Some of their advice was obvious: Write about a project that excites you. Make sure it's achievable and has the potential to contribute new knowledge. Make sure your results will be interesting to journal editors. But they also offered plenty of suggestions that were new to me. The tips that follow constitute a combination of my personal advice on the art of writing a grant with the science of the survey responses.

Know your grant agency. Look at an agency's calls for proposals—especially the ones that interest you the most—to see what its funding priorities are for the year. Then call the program officer or appropriate grant representative to confirm that you and your project qualify. Don't be afraid to make that call, and don't think that only experienced PI's (the grant world's jargon for "principal investigator") call an agency. In my survey, 16 percent of graduate students and 49 percent of postdocs who had received research money spoke directly with someone at NSF at least once (and sometimes more than three times) regarding their proposal.

Think, talk, write, reread, rewrite, repeat. Discuss your proposal with as many people as possible before you start writing to ensure that you have a solid experimental design. Have many different types of people (peers, mentors, family members) review your entire application proposal.

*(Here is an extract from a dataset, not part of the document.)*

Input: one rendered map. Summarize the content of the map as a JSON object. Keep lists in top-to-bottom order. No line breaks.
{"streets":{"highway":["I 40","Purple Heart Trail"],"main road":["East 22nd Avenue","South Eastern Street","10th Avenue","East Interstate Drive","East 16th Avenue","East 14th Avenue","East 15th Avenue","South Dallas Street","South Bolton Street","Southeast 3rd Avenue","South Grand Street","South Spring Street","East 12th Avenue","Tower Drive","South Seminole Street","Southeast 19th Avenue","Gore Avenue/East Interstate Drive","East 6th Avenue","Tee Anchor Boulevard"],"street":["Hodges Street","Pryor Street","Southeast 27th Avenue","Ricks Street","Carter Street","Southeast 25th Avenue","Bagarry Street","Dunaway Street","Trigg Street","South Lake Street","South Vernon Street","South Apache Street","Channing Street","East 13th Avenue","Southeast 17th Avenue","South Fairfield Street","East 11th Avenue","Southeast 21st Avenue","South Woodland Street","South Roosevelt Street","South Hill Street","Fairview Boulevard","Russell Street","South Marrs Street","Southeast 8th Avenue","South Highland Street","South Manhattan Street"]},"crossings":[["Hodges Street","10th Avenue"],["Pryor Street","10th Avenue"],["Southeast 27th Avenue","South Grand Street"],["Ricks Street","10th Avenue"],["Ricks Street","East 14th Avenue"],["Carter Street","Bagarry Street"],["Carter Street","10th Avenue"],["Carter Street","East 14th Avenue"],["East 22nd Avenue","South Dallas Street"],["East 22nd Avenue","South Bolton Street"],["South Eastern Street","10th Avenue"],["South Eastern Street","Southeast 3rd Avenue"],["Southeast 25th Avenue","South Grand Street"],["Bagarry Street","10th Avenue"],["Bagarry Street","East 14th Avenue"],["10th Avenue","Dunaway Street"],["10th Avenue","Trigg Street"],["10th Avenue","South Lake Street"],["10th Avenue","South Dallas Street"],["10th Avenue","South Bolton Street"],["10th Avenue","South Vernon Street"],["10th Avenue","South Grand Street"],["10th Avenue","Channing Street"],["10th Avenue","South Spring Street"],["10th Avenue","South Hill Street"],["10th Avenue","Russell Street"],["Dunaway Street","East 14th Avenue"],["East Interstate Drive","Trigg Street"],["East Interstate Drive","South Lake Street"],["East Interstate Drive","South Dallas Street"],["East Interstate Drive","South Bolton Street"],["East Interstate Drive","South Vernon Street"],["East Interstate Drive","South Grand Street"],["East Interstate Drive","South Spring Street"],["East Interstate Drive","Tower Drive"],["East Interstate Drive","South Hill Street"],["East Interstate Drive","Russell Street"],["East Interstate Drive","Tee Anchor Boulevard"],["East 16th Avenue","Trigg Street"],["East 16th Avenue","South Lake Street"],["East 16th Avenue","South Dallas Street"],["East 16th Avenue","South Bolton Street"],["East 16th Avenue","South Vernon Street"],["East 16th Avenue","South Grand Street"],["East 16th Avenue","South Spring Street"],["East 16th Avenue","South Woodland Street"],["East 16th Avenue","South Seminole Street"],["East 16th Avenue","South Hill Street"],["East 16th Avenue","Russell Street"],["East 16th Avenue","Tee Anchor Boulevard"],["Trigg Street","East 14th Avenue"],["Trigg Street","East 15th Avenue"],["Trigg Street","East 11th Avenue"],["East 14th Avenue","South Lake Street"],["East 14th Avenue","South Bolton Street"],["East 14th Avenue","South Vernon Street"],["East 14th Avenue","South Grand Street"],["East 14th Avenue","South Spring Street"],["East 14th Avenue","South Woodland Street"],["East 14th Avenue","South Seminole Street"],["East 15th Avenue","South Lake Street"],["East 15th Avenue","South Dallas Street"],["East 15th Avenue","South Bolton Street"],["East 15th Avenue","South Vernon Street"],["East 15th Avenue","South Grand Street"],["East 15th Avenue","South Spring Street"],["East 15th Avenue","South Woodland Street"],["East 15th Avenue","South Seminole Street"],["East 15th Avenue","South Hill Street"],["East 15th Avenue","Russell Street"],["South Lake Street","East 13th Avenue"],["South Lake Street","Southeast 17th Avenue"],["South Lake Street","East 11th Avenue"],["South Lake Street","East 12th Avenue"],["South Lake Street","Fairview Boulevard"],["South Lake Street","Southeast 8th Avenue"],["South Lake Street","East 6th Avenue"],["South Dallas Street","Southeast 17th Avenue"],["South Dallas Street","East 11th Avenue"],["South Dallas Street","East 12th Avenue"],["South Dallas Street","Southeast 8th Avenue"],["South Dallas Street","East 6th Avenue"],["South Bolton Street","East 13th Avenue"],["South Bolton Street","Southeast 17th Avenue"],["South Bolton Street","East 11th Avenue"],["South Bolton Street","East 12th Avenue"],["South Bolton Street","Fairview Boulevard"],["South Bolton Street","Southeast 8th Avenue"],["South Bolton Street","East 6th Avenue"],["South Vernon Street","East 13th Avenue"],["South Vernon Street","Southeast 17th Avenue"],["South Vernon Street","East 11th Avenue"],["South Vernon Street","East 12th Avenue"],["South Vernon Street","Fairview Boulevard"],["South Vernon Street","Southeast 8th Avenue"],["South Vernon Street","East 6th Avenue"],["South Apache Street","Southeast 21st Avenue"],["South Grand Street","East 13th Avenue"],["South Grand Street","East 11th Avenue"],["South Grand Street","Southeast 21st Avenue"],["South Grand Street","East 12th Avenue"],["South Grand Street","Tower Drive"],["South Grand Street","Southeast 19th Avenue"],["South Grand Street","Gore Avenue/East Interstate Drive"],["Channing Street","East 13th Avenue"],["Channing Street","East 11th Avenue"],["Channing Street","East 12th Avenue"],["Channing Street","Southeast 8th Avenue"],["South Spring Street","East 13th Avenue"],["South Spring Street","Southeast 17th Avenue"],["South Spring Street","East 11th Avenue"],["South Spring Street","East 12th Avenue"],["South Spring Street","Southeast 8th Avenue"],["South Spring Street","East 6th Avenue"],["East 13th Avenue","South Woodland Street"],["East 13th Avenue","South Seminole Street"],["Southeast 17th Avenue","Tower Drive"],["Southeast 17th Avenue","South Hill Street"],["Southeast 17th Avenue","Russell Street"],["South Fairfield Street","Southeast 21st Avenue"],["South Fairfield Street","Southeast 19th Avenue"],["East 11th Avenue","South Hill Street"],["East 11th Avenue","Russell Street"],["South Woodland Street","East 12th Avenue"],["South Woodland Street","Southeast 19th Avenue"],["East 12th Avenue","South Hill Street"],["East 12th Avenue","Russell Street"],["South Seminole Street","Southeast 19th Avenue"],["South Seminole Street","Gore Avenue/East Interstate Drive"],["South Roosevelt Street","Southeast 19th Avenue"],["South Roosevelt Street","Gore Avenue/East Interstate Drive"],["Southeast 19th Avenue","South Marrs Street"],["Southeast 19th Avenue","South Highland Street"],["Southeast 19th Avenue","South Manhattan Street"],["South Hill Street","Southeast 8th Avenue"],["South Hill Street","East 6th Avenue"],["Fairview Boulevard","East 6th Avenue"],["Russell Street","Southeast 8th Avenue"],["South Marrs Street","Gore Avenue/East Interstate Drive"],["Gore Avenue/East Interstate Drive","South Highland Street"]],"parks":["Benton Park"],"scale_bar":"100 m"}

If you doubt this step is crucial, believe the statistics: 63 percent of graduate students who did not receive a grant had only one to three people read their proposals. But 21 percent of the successful graduate students had seven or more people review their grant proposal before submission. Postdocs seemed to have recognized the importance of this strategy, as well, as 32 percent reported that four or more people had reviewed their proposal before submission.

Really talk to your advisers and peers. They might be busy, but they want you to get funded. They write their own grants and have most likely overseen other students' proposals. Think about organizing weekly or monthly meetings with a group of peers to review each other's work. In addition, some universities or laboratories keep successful student-grant proposals on file that you can use for reference as you write your own.

Be specific in stating testable hypotheses. Add preliminary data (your own data, your adviser's, or from the literature) to your proposal corroborating your hypotheses, theory, and/or methodology. You want to show that your project is doable and that you have thought about a framework in which you will interpret, analyze, and present your results.

Don't forget to include relevant literature. Keep organized files of PDF's to help streamline the writing process. Invest time in learning how to use reference software. Reviewers want to know that you recognize the importance of familiarity with past research in your topic area, so cite a range of papers that includes research conducted before 2000.

In addition, list your relevant first- or co-authored publications in your application. Don't worry if you don't have a first-authored publication yet—67 percent of funded graduate students in my survey did not include any of their own publications. Just don't forget to keep publishing in graduate school if you are thinking of applying for a grant as a postdoc: 36 percent of funded postdocs in the survey listed two or more first- or co-authored publications in their grant proposals.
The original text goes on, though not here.